TASK STATEMENT:
Report every line of the data where the string "from" appears.

LISTED ENTRIES:
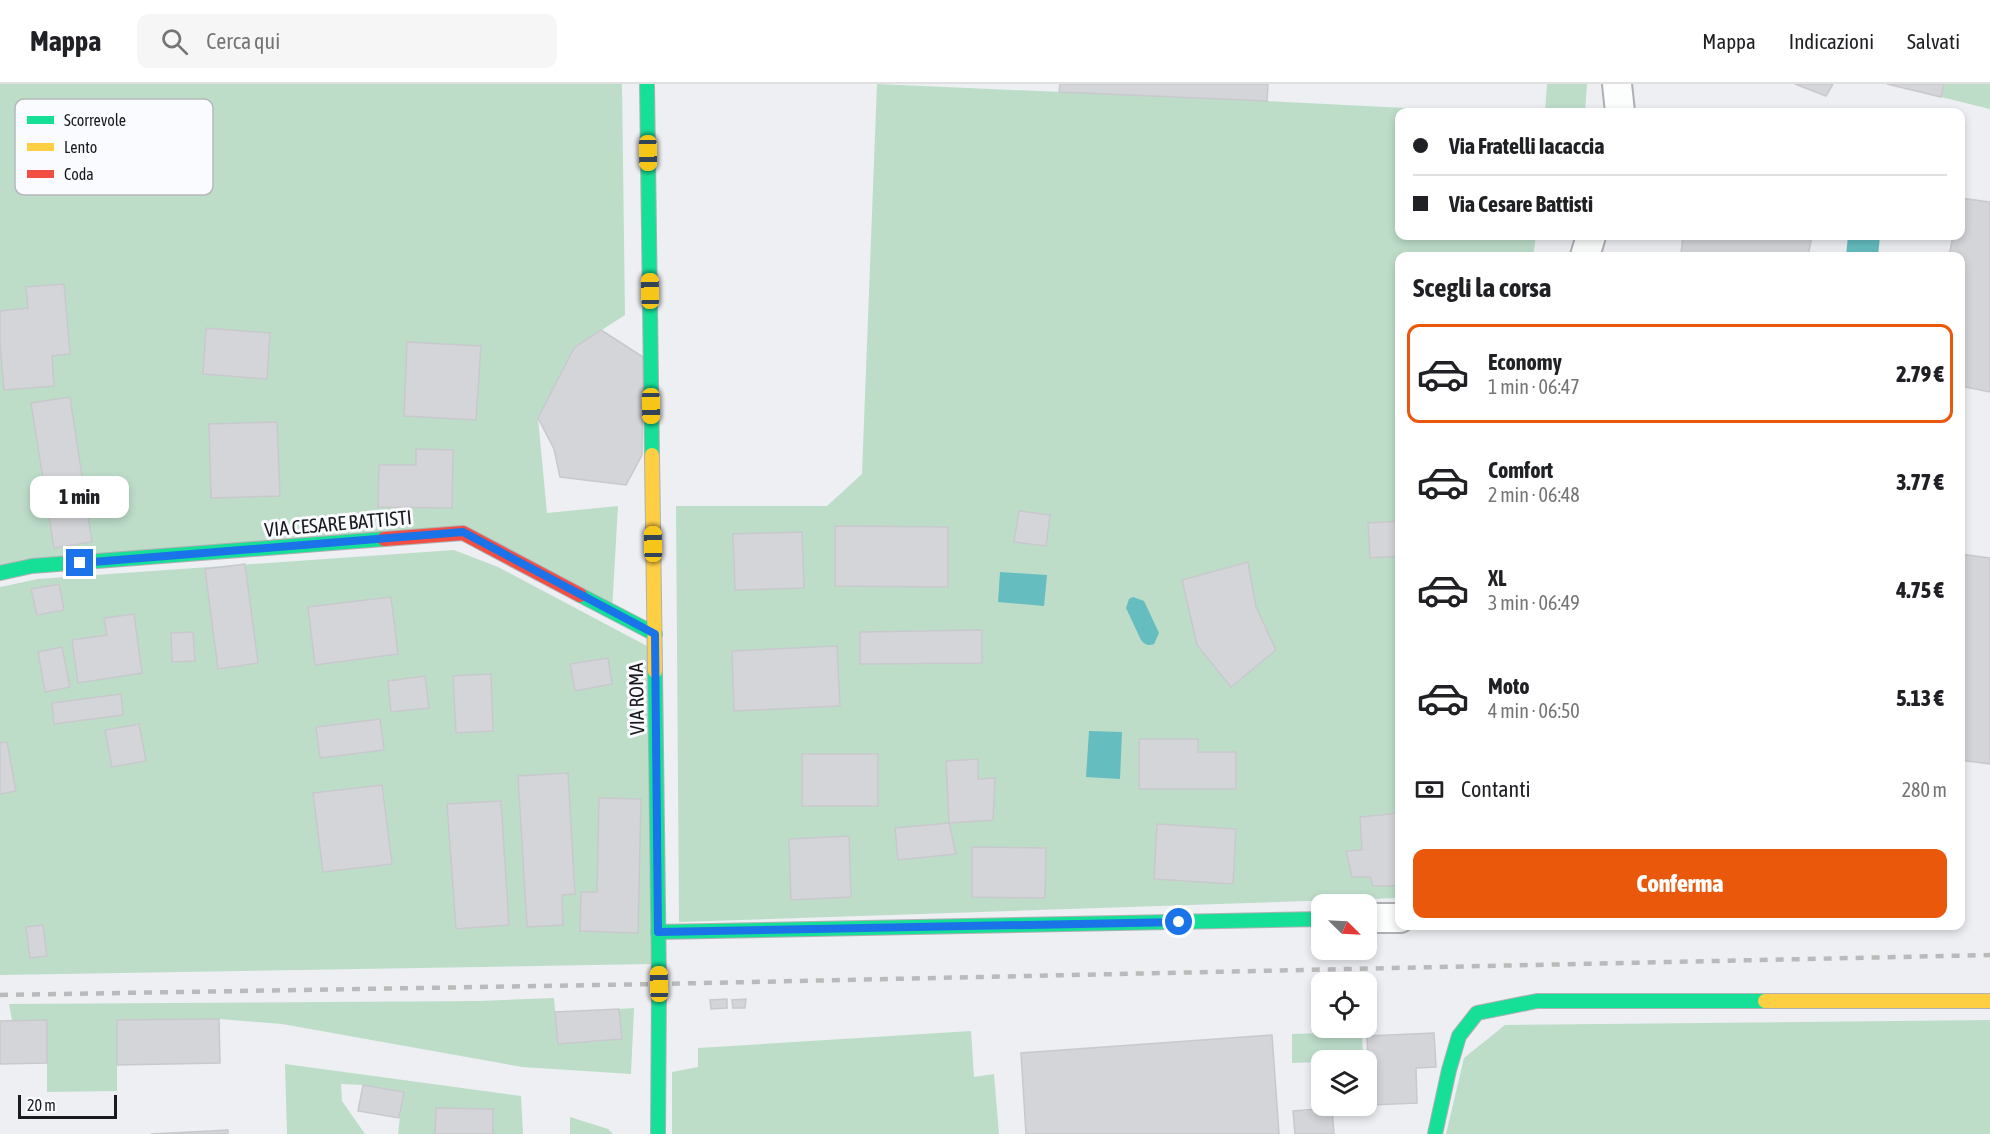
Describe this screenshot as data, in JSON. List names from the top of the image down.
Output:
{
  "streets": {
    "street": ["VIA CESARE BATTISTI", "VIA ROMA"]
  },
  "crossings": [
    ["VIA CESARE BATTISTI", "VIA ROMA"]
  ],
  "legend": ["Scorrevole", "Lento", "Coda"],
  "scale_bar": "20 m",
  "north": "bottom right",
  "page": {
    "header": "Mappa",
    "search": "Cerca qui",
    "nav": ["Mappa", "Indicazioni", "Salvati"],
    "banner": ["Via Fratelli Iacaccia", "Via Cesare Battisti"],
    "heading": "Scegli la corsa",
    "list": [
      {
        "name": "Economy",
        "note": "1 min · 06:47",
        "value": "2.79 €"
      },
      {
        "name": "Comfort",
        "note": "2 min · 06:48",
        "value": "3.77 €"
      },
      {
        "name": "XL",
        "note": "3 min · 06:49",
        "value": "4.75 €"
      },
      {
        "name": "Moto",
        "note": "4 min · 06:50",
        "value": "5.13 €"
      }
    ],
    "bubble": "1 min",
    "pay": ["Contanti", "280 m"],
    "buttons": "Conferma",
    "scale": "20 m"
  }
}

---

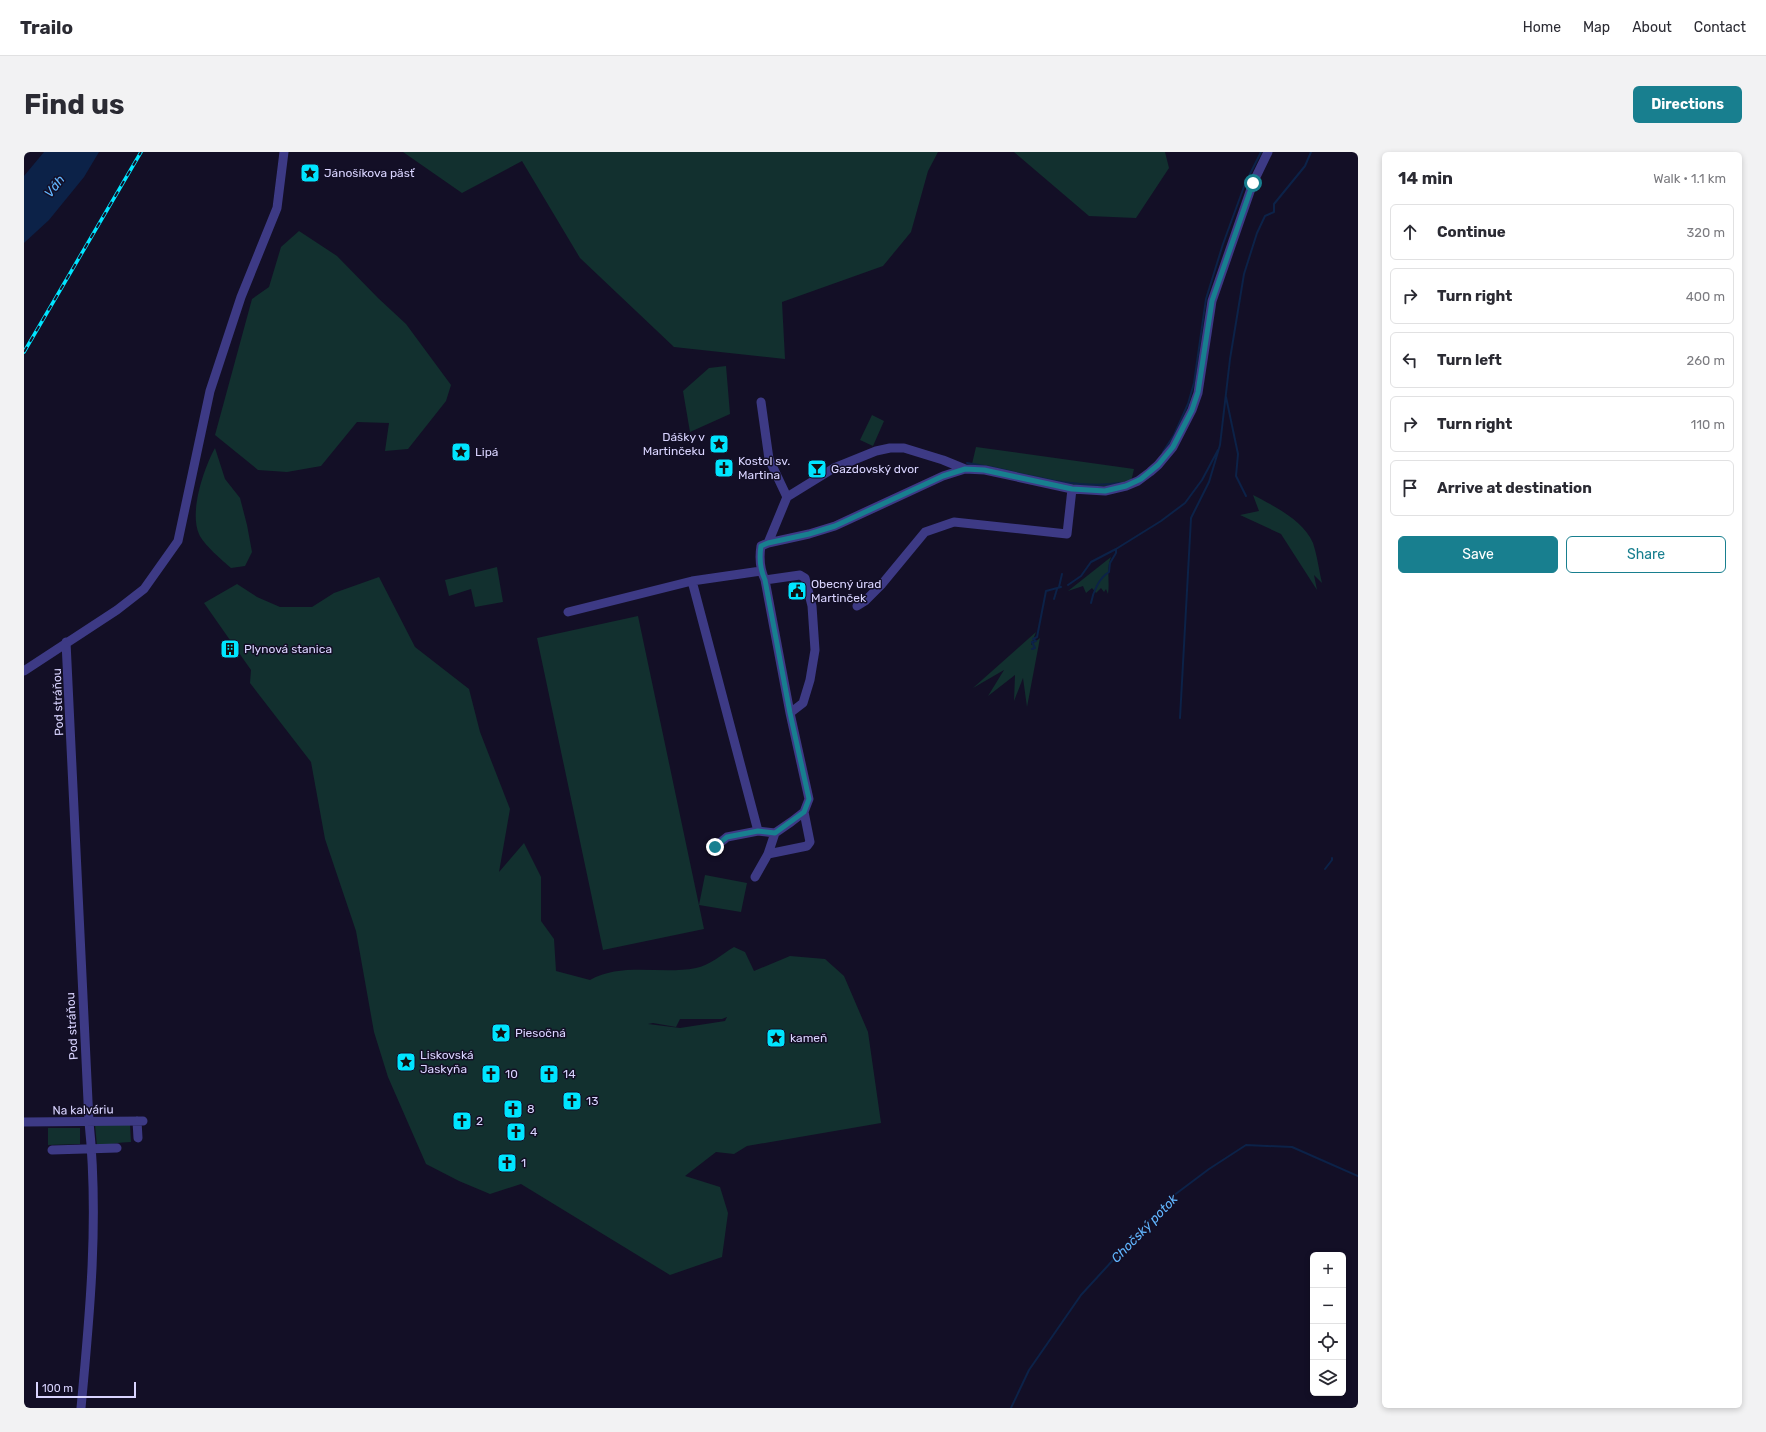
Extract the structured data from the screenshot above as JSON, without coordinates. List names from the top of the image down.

RESPONSE TO THE TASK:
Describe this screenshot as data, in JSON. List names from the top of the image down.
Extract the structured data from the screenshot above as JSON, without coordinates. List names from the top of the image down.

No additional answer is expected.